How to treat strict preference information in multicriteria decision analysis

• Published in: The Journal of the Operational Research Society Vol. 62; no. 10; pp. 1771 - 1783
• Main Authors: Park, K S, Jeong, I
• Format: Journal Article
• Language: English
• Published: London Taylor & Francis 01.10.2011; Palgrave Macmillan; Palgrave Macmillan UK; Taylor & Francis Ltd
• Series: Journal of the Operational Research Society
• Subjects: Applied sciences; Business and Management; Consumer goods industries; Decision analysis; Decision making; Decision theory. Utility theory; dominance; Exact sciences and technology; Firm modelling; General Paper; General Papers; Income inequality; incomplete information; Inequality; Information economics; Linear programming; Management; Marginal value; Market entry; market entry decision; Market size; Mathematical programming; multicriteria decision analysis; Multiple criteria decision making; Operational research and scientific management; Operational research. Management science; Operations research; Operations Research/Decision Theory; potential optimality; Preferences; Prioritization; Referents; strict inequality; Studies; market entry decision; multicriteria decision analysis; dominance; potential optimality; incomplete information; strict inequality; Multicriteria analysis; Linear form; Decision making; Dominance; Linear programming; Replacement; Decision analysis; Information analysis; Marketing; Uncertain system; Preference; Incomplete information; Mathematical programming
• ISSN: 0160-5682; 1476-9360
• DOI: 10.1057/jors.2010.155

This paper addresses the use of incomplete information on both multi-criteria alternative values and importance weights in evaluating decision alternatives. Incomplete information frequently takes the form of strict inequalities, such as strict orders and strict bounds. En route to prioritizing alternatives, the majority of previous studies have replaced these strict inequalities with weak inequalities, by employing a small positive number.

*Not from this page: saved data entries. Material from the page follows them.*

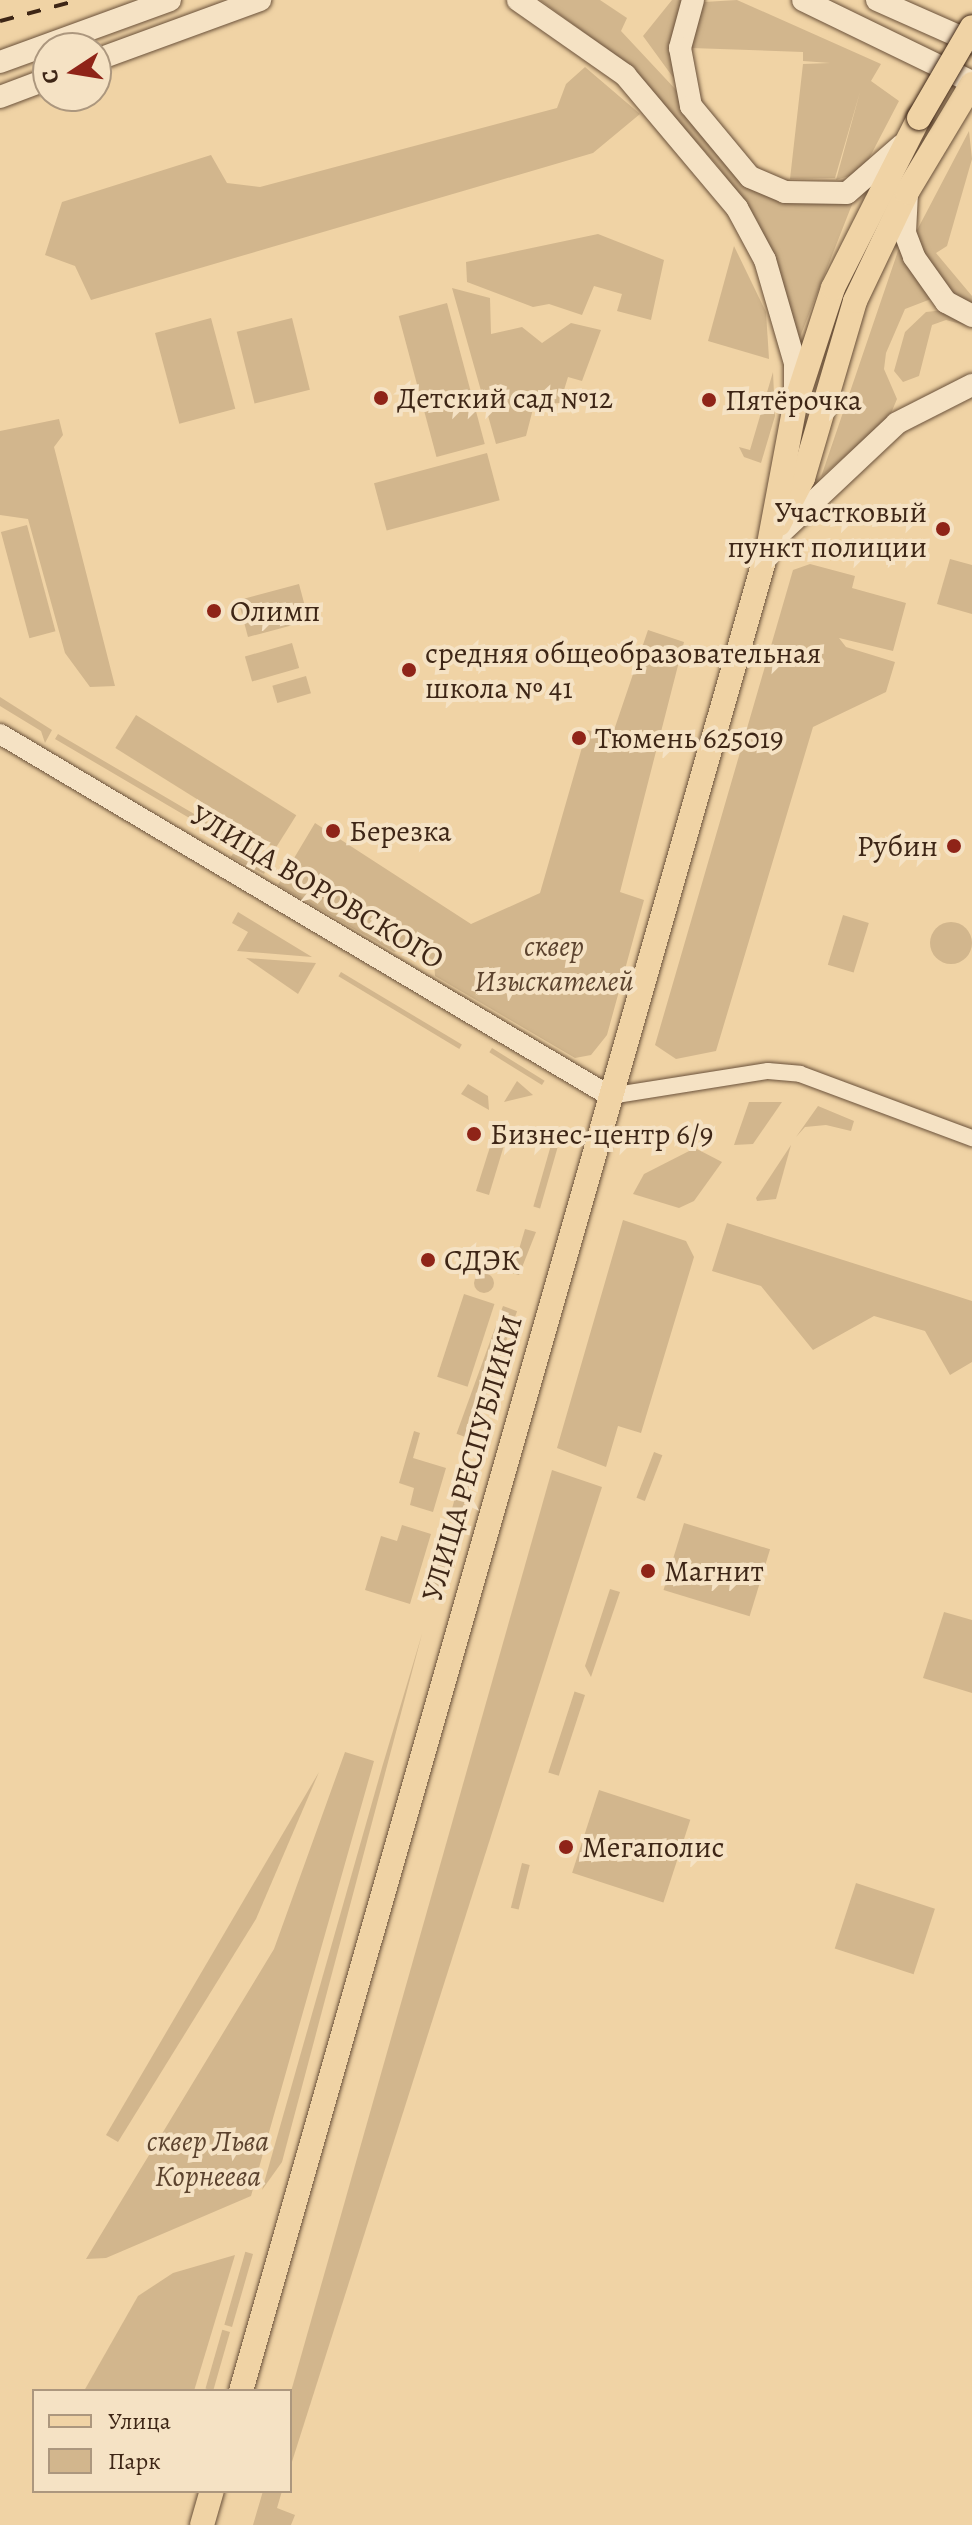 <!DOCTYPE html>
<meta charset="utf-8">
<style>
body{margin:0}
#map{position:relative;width:972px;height:2525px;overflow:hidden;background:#f0d3a5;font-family:Alegreya,serif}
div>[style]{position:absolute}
.green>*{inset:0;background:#d2b68d;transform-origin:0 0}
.round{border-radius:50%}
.roads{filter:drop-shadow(0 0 2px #6a513a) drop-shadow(0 0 2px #6a513a)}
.minor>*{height:16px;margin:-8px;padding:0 8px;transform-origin:8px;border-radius:8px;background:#f5e2c4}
.tertiary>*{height:20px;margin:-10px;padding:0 10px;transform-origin:10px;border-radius:10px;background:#f5e2c4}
.secondary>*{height:22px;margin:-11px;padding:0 11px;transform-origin:11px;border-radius:11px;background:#f5e2c4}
.primary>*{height:24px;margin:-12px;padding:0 12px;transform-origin:12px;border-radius:12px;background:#f0d3a5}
.rail>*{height:4px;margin-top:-2px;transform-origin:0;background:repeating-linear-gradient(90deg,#3e2616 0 14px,transparent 0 28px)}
.bridges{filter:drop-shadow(0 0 2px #3e2616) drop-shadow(0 0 2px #3e2616)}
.primary-bridge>*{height:24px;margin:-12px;padding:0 12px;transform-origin:12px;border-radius:12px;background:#f0d3a5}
.dots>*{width:22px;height:22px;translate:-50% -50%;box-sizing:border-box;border:4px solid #f5e2c4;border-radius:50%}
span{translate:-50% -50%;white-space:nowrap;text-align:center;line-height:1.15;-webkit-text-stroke:8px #f5e2c4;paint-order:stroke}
.poi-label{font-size:30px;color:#3e2616}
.left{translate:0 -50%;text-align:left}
.right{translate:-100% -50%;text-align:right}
.street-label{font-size:30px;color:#3e2616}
.park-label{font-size:30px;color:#5c432e;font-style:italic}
.legend{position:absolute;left:32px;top:2389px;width:260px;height:104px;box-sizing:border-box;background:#f5e2c4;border:2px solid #ac977e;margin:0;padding:10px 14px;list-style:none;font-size:24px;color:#3e2616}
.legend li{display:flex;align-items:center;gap:16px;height:40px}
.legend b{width:40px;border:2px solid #ac977e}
.north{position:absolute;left:32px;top:32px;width:80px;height:80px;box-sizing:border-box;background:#f5e2c4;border:2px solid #ac977e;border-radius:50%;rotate:258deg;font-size:22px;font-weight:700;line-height:32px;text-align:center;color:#3e2616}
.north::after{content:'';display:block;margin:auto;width:28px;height:36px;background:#8f2418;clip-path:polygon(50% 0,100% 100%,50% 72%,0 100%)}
</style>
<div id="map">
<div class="green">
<div style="clip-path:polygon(540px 0,600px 0,627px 18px,621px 31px,780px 201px,853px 202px,798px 342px,757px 220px,717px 165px,622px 60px)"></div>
<div style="clip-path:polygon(672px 0,682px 0,671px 47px,675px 80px,643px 36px)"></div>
<div style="clip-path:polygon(737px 0,881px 64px,871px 81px,899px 101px,862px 172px,836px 180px,860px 92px,835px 178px,790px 179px,803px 64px,830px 63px,803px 61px,803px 52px,691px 48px,704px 2px)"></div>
<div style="clip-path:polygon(585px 67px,640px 114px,593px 153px,91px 300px,75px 266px,45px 255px,62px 202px,211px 155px,227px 183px,260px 187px,557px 108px,566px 84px)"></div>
<div style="clip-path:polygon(969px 131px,972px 159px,947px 246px,936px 253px,972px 296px,972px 308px,941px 285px,914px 236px)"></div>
<div style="clip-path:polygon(598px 234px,664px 260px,651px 320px,617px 311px,622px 294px,594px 286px,582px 315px,549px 304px,533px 307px,467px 282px,466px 262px)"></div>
<div style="clip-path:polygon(734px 246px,766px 312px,769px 359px,708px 341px)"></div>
<div style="clip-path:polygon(899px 248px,931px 299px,905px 309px,886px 353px,884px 369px,897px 399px,889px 418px,821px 477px)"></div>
<div style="clip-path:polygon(452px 288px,490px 298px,491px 334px,522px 327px,542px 343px,571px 323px,601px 330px,582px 381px,568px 377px,560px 403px,534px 405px,526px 436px,496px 444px)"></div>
<div style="left:447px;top:303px;width:146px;height:50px;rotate:75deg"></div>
<div style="clip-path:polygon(944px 310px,972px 327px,946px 320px,932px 325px,919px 376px,903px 382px,894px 371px,905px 332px,926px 312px)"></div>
<div style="left:211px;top:318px;width:94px;height:58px;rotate:75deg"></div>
<div style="left:292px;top:318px;width:74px;height:57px;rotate:76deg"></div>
<div style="clip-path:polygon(773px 372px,775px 416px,761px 463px,744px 457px,739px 447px,750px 450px)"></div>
<div style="clip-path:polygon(59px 419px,63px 435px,54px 447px,115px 686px,90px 687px,65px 653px,28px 519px,0 515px,0 431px)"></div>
<div style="left:487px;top:453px;width:49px;height:117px;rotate:75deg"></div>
<div style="left:27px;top:525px;width:110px;height:27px;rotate:75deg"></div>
<div style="clip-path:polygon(950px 559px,972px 565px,972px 614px,937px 604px)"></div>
<div style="clip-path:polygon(810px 564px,855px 576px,852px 588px,906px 603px,893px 651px,839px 638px,846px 647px,895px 662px,886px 692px,813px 727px,716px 1051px,676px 1059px,655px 1045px,793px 570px)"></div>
<div style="left:299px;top:584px;width:38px;height:63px;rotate:75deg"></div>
<div style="clip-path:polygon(648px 630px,684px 642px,620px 892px,644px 900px,607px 1035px,591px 1055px,575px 1058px,435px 976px,434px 961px,411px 946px,394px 952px,278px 885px,315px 823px,471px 924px,540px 893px,587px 730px,612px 736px)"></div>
<div style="left:292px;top:643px;width:26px;height:49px;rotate:74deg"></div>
<div style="left:306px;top:676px;width:18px;height:35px;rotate:74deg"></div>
<div style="clip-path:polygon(0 697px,52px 730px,45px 743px,41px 731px,0 706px)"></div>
<div style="left:136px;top:715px;width:189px;height:39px;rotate:32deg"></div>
<div style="clip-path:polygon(58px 734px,271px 859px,264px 874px,231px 857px,237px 846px,55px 739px)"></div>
<div style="clip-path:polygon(238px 912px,312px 957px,237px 951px,248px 932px,232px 923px)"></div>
<div style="left:843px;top:915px;width:27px;height:52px;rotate:17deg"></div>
<div class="round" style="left:930px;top:922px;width:42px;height:42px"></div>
<div style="clip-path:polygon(246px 958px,316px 963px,298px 994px)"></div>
<div style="left:341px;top:972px;width:141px;height:5px;rotate:31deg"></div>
<div style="left:492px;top:1048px;width:62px;height:5px;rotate:32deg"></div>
<div style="clip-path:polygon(517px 1081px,533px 1095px,504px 1102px)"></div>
<div style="clip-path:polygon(468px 1084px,488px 1096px,489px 1110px,461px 1094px)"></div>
<div style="clip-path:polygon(749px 1102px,782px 1102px,753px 1144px,734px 1145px)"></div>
<div style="clip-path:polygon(818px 1106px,854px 1121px,851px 1131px,826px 1125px,805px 1127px,796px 1137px)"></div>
<div style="clip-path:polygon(495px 1131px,505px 1142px,489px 1195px,476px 1191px)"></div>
<div style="left:551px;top:1145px;width:7px;height:64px;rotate:16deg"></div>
<div style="clip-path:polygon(791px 1145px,776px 1199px,757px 1201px,756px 1198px)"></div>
<div style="clip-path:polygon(695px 1148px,722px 1162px,694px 1201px,679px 1208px,633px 1194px,644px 1174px)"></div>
<div style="clip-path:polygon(623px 1220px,686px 1241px,694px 1257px,641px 1433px,618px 1426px,606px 1467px,557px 1448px)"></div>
<div style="clip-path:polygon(727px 1223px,972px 1301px,972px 1362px,950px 1375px,925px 1331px,874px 1316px,813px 1350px,761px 1286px,712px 1271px)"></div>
<div style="clip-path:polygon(525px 1229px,536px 1232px,519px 1275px,512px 1273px)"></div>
<div class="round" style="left:480px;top:1250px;width:20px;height:20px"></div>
<div class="round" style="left:474px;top:1273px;width:20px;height:20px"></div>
<div style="left:464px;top:1294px;width:32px;height:87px;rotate:18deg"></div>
<div style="left:503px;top:1306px;width:15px;height:136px;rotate:20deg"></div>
<div style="clip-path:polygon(414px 1431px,420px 1433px,413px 1458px,446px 1468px,433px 1512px,410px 1505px,414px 1488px,399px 1483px)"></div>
<div style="left:654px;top:1452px;width:9px;height:49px;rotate:21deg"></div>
<div style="left:464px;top:1464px;width:11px;height:54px;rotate:15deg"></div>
<div style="clip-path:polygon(552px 1470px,602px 1487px,290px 2468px,290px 2395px)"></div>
<div style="left:684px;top:1523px;width:90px;height:70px;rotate:17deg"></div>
<div style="clip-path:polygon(402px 1525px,431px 1534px,410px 1604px,365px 1590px,381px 1536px,397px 1541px)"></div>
<div style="left:443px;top:1537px;width:11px;height:63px;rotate:15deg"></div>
<div style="clip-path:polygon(610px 1589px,620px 1592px,591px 1677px,585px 1666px)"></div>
<div style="clip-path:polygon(944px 1612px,972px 1620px,972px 1693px,923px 1678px)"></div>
<div style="clip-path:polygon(422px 1634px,282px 2162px,262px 2190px,383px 1764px)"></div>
<div style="left:585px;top:1695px;width:85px;height:11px;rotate:108deg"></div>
<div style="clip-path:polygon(345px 1752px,374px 1761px,251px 2196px,106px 2258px,86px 2259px,274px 1949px)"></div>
<div style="clip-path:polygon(319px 1772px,256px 1919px,118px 2142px,106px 2135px)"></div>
<div style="left:599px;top:1790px;width:96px;height:87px;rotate:18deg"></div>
<div style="left:522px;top:1863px;width:8px;height:46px;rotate:14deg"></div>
<div style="left:856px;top:1883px;width:83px;height:69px;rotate:18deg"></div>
<div style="left:253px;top:2254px;width:76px;height:8px;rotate:106deg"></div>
<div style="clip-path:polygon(235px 2255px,194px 2391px,84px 2391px,138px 2296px,173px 2273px)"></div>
<div style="left:230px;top:2332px;width:61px;height:8px;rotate:106deg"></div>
<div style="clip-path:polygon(263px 2491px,282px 2491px,277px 2508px,295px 2515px,291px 2525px,253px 2525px)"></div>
</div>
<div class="roads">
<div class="minor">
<div style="left:610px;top:1096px;width:160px;rotate:-9deg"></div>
<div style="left:768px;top:1071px;width:32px;rotate:5deg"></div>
<div style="left:800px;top:1074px;width:184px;rotate:20.4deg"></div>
</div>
<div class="tertiary">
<div style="left:0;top:734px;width:709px;rotate:30.69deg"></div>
</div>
<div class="secondary">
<div style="left:518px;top:0;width:131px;rotate:35deg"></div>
<div style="left:625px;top:75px;width:174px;rotate:49.9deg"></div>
<div style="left:737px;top:208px;width:59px;rotate:61.7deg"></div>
<div style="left:765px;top:260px;width:107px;rotate:73.8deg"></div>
<div style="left:795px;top:363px;width:31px;rotate:90deg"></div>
<div style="left:693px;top:0;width:50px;rotate:105.2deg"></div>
<div style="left:680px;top:48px;width:59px;rotate:79.3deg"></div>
<div style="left:691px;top:106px;width:92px;rotate:50.3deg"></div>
<div style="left:750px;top:177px;width:38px;rotate:23deg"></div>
<div style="left:785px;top:192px;width:62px;rotate:0.9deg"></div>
<div style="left:847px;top:193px;width:73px;rotate:-41.1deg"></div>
<div style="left:803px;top:0;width:188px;rotate:25.9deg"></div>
<div style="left:877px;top:0;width:104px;rotate:23.9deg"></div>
<div style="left:96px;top:60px;width:175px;rotate:-20.1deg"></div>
<div style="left:0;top:62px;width:181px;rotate:-20deg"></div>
<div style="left:0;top:97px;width:51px;rotate:-20.6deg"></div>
<div style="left:907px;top:193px;width:40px;rotate:92.9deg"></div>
<div style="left:905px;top:233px;width:26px;rotate:69deg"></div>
<div style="left:914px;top:257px;width:55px;rotate:54.6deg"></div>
<div style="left:946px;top:302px;width:30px;rotate:28deg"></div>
<div style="left:773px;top:540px;width:170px;rotate:-43.3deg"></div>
<div style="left:897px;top:423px;width:84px;rotate:-26.9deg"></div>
</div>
<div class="primary">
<div style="left:779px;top:524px;width:52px;rotate:-62.4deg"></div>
<div style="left:803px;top:478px;width:184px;rotate:-73.6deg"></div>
<div style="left:855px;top:301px;width:121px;rotate:-64.5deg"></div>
<div style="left:907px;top:192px;width:126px;rotate:-59deg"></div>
<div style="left:241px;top:2391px;width:1921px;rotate:-74.05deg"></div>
<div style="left:769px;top:544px;width:141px;rotate:-79.4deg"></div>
<div style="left:795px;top:405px;width:123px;rotate:-72deg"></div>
<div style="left:833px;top:288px;width:191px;rotate:-63.2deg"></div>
<div style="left:202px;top:2525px;width:35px;rotate:-74deg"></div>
</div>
</div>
<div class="rail">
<div style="left:0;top:21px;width:82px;rotate:-14.9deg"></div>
</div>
<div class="bridges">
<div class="primary-bridge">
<div style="left:919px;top:118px;width:105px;rotate:-59.8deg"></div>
</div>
</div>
<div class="dots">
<div style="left:381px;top:398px;background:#8f2418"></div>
<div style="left:709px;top:400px;background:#8f2418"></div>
<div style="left:943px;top:529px;background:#8f2418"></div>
<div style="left:214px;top:611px;background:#8f2418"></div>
<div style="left:409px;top:670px;background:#8f2418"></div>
<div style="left:579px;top:738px;background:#8f2418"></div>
<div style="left:333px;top:831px;background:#8f2418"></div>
<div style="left:954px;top:846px;background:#8f2418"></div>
<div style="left:474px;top:1134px;background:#8f2418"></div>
<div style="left:428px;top:1260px;background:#8f2418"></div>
<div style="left:648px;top:1571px;background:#8f2418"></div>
<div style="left:566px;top:1847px;background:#8f2418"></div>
</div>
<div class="poi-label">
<span class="left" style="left:397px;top:398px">Детский сад №12</span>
<span class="left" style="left:725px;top:400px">Пятёрочка</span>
<span class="right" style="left:927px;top:529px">Участковый<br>пункт полиции</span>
<span class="left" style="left:230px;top:611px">Олимп</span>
<span class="left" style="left:425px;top:670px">средняя общеобразовательная<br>школа № 41</span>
<span class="left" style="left:595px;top:738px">Тюмень 625019</span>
<span class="left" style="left:349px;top:831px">Березка</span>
<span class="right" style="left:938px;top:846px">Рубин</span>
<span class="left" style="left:490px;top:1134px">Бизнес-центр 6/9</span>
<span class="left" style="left:444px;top:1260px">СДЭК</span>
<span class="left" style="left:664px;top:1571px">Магнит</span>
<span class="left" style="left:582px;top:1847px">Мегаполис</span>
</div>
<div class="street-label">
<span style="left:317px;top:887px;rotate:31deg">УЛИЦА ВОРОВСКОГО</span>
<span style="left:472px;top:1458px;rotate:-74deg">УЛИЦА РЕСПУБЛИКИ</span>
</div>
<div class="park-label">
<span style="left:554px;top:963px">сквер<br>Изыскателей</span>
<span style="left:208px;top:2158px">сквер Льва<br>Корнеева</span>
</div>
<ul class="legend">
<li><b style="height:10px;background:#f0d3a5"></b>Улица</li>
<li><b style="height:22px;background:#d2b68d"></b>Парк</li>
</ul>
<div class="north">С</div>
</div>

As this replacement closes the feasible region of decision parameters, it circumvents certain troubling questions that arise when utilizing a mathematical programming approach to evaluate alternatives. However, there are no hard and fast rules for selecting the factual small value and, even if the choice is possible, the resultant prioritizations depend profoundly on that choice. The method developed herein addresses and overcomes this drawback, and allows for dominance and potential optimality among alternatives, without selecting any small value for the strict preference information. Given strict information on criterion weights alone, we form a linear program and solve it via a two-stage method. When both alternative values and weights are provided in the form of strict inequalities, we first construct a nonlinear program, transform it into a linear programming equivalent, and finally solve this linear program via the same two-stage method. One application of this methodology to a market entry decision, a salient subject in the area of international marketing, is demonstrated in detail herein.